Supplied material:
──────────────────────────────

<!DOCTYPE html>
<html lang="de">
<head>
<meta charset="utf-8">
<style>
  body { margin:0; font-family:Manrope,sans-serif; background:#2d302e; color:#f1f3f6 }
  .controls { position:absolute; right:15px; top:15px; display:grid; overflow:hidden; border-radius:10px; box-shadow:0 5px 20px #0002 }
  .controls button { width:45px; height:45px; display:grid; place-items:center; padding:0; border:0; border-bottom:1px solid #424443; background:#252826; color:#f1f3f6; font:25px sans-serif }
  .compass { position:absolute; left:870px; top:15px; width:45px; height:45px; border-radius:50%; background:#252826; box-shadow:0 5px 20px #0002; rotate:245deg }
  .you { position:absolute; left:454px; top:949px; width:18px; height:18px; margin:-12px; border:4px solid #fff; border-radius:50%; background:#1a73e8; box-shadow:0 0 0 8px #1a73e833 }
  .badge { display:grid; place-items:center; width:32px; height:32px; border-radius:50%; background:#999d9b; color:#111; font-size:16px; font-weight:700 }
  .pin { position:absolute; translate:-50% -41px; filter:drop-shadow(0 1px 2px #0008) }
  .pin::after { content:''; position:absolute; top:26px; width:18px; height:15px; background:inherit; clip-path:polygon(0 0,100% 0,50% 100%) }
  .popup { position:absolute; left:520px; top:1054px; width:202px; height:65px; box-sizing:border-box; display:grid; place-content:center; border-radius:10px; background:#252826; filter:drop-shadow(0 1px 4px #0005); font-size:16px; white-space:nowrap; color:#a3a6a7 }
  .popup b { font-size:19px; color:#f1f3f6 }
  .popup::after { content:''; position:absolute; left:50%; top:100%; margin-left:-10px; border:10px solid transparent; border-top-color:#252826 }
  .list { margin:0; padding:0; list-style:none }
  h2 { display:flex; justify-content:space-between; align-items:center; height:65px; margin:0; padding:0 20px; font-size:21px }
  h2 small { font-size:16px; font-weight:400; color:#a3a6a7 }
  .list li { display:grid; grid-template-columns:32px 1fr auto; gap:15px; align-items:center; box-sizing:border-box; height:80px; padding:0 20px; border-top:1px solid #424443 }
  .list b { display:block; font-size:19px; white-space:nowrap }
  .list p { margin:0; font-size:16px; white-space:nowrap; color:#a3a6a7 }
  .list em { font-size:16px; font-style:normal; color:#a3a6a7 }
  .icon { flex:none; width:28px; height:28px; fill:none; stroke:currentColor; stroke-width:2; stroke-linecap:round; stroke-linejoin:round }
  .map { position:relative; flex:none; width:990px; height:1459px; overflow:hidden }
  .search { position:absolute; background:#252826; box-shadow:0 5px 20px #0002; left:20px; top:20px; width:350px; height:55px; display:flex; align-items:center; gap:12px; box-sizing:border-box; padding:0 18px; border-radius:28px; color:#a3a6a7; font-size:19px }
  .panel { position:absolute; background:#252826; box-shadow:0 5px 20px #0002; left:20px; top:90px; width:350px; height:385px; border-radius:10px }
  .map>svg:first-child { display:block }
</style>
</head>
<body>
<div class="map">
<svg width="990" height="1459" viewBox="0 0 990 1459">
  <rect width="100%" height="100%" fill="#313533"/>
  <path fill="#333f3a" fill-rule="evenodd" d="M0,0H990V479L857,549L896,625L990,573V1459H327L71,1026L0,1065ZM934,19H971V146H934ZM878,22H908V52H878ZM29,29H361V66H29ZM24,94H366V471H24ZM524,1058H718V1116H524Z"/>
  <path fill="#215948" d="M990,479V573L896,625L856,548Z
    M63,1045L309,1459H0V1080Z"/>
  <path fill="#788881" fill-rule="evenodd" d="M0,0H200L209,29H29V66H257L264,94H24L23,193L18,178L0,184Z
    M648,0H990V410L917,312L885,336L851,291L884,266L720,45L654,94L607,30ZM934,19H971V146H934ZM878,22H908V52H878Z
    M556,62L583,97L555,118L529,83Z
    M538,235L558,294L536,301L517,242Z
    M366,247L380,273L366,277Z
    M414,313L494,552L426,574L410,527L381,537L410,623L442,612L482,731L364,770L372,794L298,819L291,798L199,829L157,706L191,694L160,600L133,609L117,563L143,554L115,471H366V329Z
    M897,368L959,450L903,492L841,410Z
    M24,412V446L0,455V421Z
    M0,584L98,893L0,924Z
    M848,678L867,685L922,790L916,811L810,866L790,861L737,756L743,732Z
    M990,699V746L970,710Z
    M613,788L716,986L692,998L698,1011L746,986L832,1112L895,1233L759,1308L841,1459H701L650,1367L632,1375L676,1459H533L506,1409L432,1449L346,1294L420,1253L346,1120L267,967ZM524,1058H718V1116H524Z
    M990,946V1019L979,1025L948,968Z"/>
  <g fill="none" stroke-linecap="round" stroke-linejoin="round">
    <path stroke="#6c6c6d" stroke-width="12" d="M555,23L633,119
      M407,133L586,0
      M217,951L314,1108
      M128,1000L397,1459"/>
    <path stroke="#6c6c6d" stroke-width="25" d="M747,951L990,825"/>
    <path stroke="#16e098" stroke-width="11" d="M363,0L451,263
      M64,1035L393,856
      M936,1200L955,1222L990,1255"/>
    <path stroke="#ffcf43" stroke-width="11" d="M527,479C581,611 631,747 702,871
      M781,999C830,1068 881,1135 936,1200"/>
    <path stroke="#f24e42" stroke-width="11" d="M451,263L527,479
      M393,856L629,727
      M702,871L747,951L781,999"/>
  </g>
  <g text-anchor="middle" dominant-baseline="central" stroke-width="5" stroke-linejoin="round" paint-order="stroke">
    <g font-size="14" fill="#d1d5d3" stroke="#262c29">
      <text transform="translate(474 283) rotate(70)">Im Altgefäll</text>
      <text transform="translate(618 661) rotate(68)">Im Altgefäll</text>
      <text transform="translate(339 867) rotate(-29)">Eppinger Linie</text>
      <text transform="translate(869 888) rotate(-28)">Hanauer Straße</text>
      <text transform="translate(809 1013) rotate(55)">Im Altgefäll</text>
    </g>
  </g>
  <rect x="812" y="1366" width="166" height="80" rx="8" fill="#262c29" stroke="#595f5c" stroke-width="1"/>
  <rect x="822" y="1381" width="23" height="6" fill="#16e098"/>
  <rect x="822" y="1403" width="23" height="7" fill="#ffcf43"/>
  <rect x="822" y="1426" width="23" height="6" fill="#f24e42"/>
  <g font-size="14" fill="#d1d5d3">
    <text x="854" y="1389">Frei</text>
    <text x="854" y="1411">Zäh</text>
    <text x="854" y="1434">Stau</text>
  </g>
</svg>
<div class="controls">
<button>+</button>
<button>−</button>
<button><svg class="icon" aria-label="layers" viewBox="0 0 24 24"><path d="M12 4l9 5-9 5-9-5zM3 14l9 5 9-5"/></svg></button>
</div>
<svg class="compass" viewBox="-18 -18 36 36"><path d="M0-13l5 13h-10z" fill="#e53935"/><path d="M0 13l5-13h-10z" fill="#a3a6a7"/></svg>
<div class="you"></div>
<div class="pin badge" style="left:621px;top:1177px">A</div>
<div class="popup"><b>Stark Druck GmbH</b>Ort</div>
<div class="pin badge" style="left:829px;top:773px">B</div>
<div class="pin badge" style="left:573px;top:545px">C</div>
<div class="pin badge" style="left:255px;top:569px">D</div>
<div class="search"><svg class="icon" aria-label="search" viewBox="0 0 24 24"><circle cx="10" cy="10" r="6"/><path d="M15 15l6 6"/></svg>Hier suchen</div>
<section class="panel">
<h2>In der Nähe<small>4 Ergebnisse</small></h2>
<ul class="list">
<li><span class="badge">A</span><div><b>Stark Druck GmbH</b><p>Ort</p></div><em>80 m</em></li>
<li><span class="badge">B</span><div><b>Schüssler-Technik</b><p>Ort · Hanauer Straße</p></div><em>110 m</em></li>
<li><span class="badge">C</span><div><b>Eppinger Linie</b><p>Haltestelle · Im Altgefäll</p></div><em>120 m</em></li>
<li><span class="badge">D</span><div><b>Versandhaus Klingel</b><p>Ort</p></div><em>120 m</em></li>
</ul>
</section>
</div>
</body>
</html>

──────────────────────────────

Aim of the task:
From the material above, retype precisely the lines between the line holding "position:absolute; left:520px; top:1054px;" and the line holding "content:''; position:absolute; left:50%;", inclusive, and nothing beyond them.

Reply:
  .popup { position:absolute; left:520px; top:1054px; width:202px; height:65px; box-sizing:border-box; display:grid; place-content:center; border-radius:10px; background:#252826; filter:drop-shadow(0 1px 4px #0005); font-size:16px; white-space:nowrap; color:#a3a6a7 }
  .popup b { font-size:19px; color:#f1f3f6 }
  .popup::after { content:''; position:absolute; left:50%; top:100%; margin-left:-10px; border:10px solid transparent; border-top-color:#252826 }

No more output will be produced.